Dedicated exhaust gas recirculation configuration for reduced EGR and fresh air backflow

Abstract

A dedicated exhaust gas recirculation configuration that provides reduced exhaust gas recirculation (EGR) backflow and reduced fresh air backflow. One-way valves are positioned in the EGR loop to reduce or avoid fresh-air backflow into the dedicated exhaust gas recirculating cylinder and/or positioned in the engine intake passage to reduce or avoid dedicated cylinder exhaust gas backflow into the intake passage.

Claims

1. An internal combustion engine comprising an air intake passage in communication with an intake manifold including a plurality of cylinders, at least one of the cylinders arranged as a dedicated exhaust gas recirculation cylinder, wherein a volume of exhaust gas expelled from the dedicated exhaust gas cylinder is capable of recirculating via an exhaust gas recirculation loop to said intake manifold, including a first one-way valve positioned in said air intake passage and a second one-way valve positioned in said exhaust gas recirculation loop, wherein said first one-way valve positioned in said air intake passage is capable of restricting the flow of exhaust gas from said exhaust gas recirculation loop into said air intake passage and said second one-way valve positioned in said exhaust gas recirculation loop is capable of restricting the flow of air from said air intake passage into said exhaust gas recirculation loop.

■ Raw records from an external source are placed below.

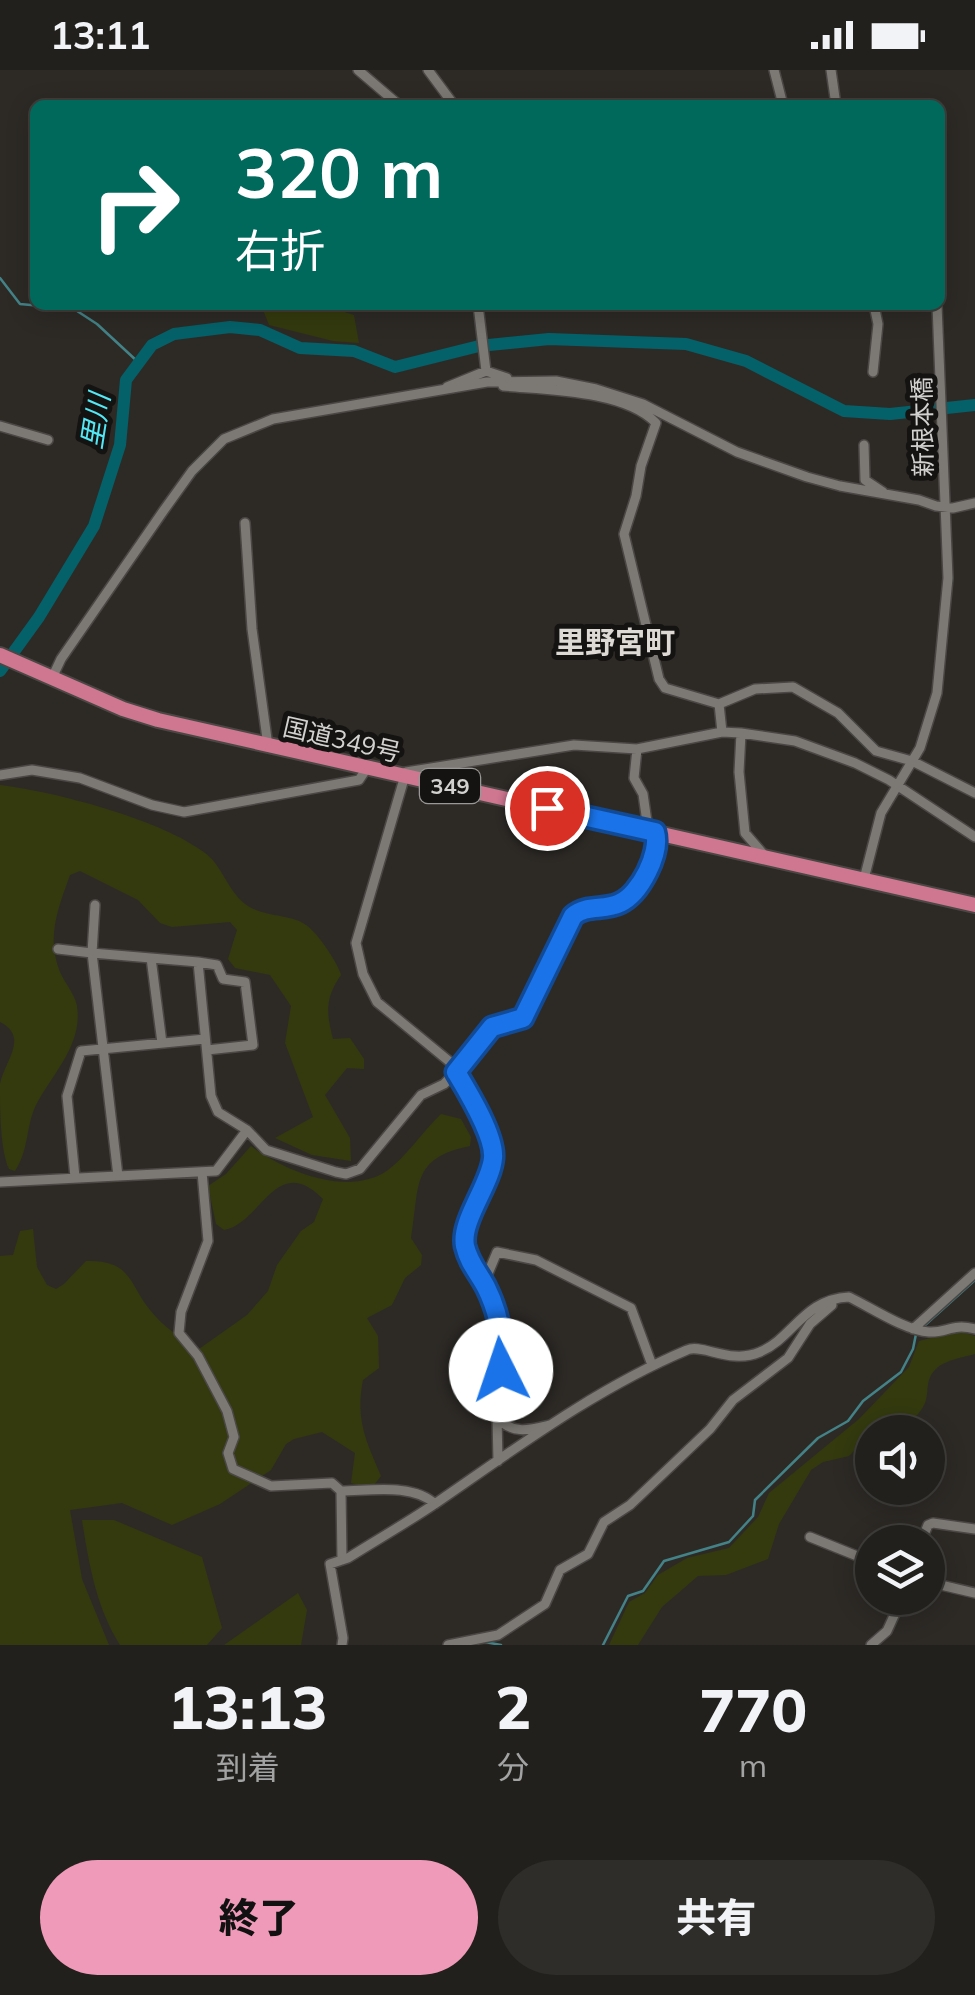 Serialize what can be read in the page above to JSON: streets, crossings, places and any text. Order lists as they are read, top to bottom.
{
  "streets": {
    "highway": ["国道349号", "349"],
    "street": ["新根本橋"]
  },
  "districts": ["里野宮町"],
  "water": ["里川"],
  "page": {
    "status": "13:11",
    "turn": ["320 m", "右折"],
    "eta": [
      "13:13",
      "到着",
      "2",
      "分",
      "770",
      "m"
    ],
    "buttons": ["終了", "共有"]
  }
} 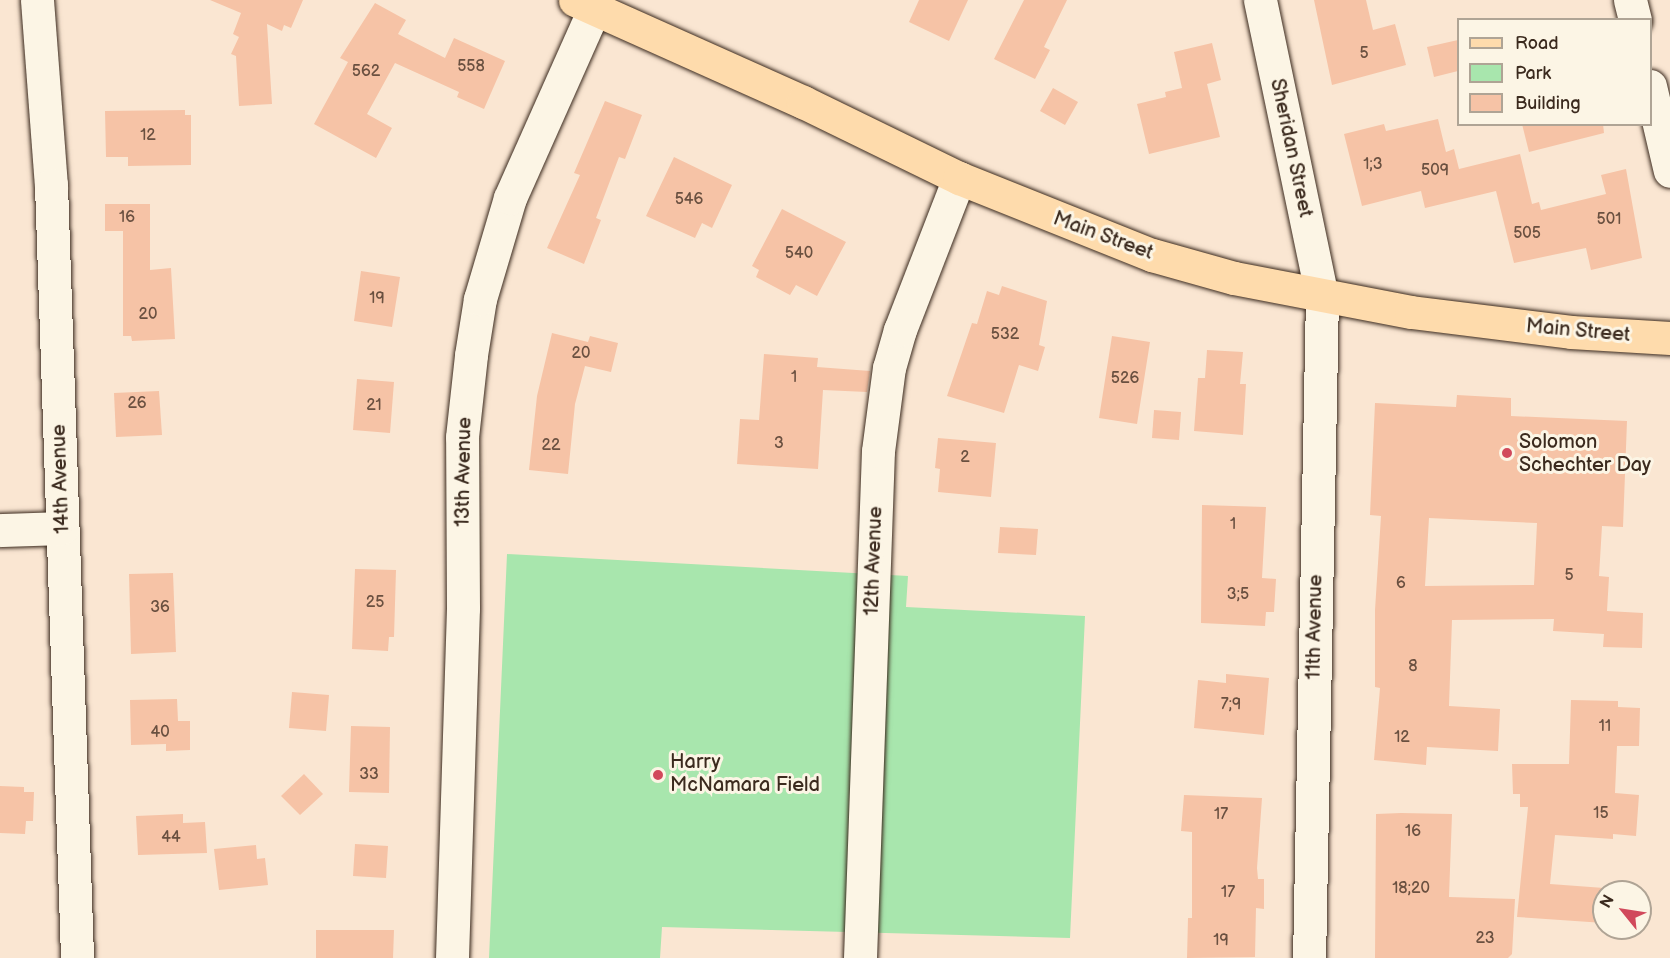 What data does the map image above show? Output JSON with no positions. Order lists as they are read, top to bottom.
{
  "streets": {
    "main road": ["Main Street"],
    "street": [
      "Sheridan Street",
      "13th Avenue",
      "14th Avenue",
      "12th Avenue",
      "11th Avenue"
    ]
  },
  "crossings": [
    ["Sheridan Street", "Main Street"],
    ["Sheridan Street", "11th Avenue"],
    ["Main Street", "13th Avenue"],
    ["Main Street", "12th Avenue"],
    ["Main Street", "11th Avenue"]
  ],
  "places": ["Solomon Schechter Day", "Harry McNamara Field"],
  "house_numbers": [
    "5",
    "558",
    "562",
    "12",
    "1;3",
    "509",
    "546",
    "16",
    "501",
    "505",
    "540",
    "19",
    "20",
    "532",
    "20",
    "1",
    "526",
    "26",
    "21",
    "3",
    "22",
    "2",
    "1",
    "5",
    "6",
    "3;5",
    "25",
    "36",
    "8",
    "7;9",
    "11",
    "40",
    "12",
    "33",
    "15",
    "17",
    "16",
    "44",
    "18;20",
    "17",
    "23",
    "19"
  ],
  "legend": ["Road", "Park", "Building"],
  "north": "top left"
}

2. The internal combustion engine of claim 1 wherein said dedicated exhaust gas recirculation cylinder is connected to said air intake passage.

3. The internal combustion engine of claim 1 wherein said first one-way valve positioned in said air intake passage restricts backflow of said exhaust gas from entering into said air intake passage.

4. The internal combustion engine of claim 1 wherein said first one-way valve positioned in said air intake passage restricts a backflow of 0 to 5.0% by volume of exhaust gas from said exhaust gas recirculation loop from entering into said air intake passage.

5. The internal combustion engine of claim 1 wherein said second one-way valve positioned in said exhaust gas recirculation loop restricts a backflow of air from entering into said exhaust gas recirculation loop.

6. The internal combustion engine of claim 1 wherein said one-way valve positioned in said exhaust gas recirculation loop restricts a backflow of 0 to 10.0% by volume of air from entering into said exhaust gas recirculation loop.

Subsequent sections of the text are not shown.